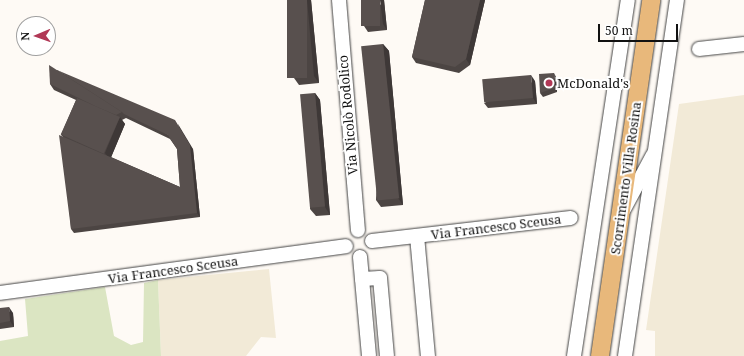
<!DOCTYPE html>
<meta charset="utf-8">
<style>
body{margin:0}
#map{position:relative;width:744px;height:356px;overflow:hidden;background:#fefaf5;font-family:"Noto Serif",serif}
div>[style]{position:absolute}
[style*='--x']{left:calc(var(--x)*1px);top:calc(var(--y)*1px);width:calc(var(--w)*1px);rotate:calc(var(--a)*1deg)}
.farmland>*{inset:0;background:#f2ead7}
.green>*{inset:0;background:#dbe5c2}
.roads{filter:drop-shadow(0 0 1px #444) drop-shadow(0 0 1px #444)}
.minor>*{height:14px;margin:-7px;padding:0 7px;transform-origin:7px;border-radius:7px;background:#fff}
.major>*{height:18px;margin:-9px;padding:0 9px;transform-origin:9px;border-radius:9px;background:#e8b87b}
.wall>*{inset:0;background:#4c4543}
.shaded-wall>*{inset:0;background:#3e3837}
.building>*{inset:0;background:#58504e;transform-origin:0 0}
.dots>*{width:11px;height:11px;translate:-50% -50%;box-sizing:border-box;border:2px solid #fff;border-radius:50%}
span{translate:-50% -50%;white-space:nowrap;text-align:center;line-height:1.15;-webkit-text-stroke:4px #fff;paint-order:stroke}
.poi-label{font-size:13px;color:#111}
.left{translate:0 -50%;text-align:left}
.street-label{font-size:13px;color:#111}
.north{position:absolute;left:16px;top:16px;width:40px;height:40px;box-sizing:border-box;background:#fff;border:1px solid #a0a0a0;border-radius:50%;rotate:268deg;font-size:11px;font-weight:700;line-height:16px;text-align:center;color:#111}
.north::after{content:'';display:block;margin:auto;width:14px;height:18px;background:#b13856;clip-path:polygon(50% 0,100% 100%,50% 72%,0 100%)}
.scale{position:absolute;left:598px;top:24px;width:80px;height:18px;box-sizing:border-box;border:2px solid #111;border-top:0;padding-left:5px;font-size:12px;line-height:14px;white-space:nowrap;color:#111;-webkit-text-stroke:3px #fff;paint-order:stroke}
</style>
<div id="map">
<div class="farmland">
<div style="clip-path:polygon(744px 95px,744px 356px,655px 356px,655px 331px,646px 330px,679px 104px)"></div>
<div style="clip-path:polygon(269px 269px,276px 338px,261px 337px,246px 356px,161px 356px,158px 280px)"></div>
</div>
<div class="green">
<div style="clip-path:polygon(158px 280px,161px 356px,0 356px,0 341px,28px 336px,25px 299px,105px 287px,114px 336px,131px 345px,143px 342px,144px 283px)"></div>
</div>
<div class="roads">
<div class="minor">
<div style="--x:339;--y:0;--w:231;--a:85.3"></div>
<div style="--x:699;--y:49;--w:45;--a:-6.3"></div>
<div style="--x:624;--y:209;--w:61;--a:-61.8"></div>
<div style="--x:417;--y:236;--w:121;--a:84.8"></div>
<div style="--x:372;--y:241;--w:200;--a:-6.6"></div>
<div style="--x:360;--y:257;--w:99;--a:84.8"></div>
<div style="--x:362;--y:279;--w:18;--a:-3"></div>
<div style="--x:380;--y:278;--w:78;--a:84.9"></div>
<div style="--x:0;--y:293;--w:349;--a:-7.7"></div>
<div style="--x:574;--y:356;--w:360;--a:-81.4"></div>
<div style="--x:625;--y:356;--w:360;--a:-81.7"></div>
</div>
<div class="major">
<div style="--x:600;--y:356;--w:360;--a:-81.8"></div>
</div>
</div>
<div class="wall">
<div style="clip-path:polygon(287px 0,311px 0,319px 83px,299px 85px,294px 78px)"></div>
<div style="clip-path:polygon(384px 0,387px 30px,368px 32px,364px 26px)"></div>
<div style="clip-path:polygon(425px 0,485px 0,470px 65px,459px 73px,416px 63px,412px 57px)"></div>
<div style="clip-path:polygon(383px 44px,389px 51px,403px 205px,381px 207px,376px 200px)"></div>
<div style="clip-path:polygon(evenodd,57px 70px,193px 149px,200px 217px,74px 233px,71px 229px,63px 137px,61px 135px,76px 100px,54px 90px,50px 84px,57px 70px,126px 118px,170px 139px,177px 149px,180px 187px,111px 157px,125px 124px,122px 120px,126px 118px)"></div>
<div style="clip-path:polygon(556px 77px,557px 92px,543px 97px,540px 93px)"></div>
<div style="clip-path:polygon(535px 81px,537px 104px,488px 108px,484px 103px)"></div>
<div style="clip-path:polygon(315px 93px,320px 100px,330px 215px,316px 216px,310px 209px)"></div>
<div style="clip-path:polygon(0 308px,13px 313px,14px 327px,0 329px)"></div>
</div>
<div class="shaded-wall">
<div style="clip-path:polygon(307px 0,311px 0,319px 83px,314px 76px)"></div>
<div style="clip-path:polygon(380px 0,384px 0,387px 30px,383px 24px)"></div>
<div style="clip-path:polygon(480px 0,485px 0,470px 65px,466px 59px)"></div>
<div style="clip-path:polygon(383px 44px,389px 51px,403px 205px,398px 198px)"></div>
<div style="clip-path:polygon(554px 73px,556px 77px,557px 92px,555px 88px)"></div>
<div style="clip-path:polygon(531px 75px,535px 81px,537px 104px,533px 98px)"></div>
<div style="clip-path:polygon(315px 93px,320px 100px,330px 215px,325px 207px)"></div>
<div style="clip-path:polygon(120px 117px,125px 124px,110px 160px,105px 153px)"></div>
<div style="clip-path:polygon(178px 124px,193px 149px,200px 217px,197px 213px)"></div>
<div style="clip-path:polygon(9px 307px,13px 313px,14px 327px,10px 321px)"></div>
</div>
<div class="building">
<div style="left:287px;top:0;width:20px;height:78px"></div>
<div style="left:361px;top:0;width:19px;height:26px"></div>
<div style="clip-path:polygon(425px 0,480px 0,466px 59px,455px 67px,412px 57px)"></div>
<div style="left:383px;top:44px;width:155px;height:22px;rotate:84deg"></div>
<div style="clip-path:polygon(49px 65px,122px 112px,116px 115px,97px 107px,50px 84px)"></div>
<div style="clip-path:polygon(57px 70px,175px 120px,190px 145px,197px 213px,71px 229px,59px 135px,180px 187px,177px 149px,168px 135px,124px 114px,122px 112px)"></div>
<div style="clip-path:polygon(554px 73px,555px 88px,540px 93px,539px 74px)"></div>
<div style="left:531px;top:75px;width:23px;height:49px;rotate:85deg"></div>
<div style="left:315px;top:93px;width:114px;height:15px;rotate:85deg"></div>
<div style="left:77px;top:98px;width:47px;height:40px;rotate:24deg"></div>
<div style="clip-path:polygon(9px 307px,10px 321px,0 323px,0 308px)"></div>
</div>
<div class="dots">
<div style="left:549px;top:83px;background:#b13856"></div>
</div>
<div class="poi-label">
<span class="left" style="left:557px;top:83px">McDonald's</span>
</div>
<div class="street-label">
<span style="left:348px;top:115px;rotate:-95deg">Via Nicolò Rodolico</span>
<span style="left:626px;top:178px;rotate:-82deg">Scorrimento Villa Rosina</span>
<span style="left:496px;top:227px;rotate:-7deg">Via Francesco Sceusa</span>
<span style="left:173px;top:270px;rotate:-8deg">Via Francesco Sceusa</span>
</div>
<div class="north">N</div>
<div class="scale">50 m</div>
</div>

TASK TO COMPLETE
What are the lines above that hold the string "Sceusa"? Copy them.

ANSWER TO THE EXERCISE
<span style="left:496px;top:227px;rotate:-7deg">Via Francesco Sceusa</span>
<span style="left:173px;top:270px;rotate:-8deg">Via Francesco Sceusa</span>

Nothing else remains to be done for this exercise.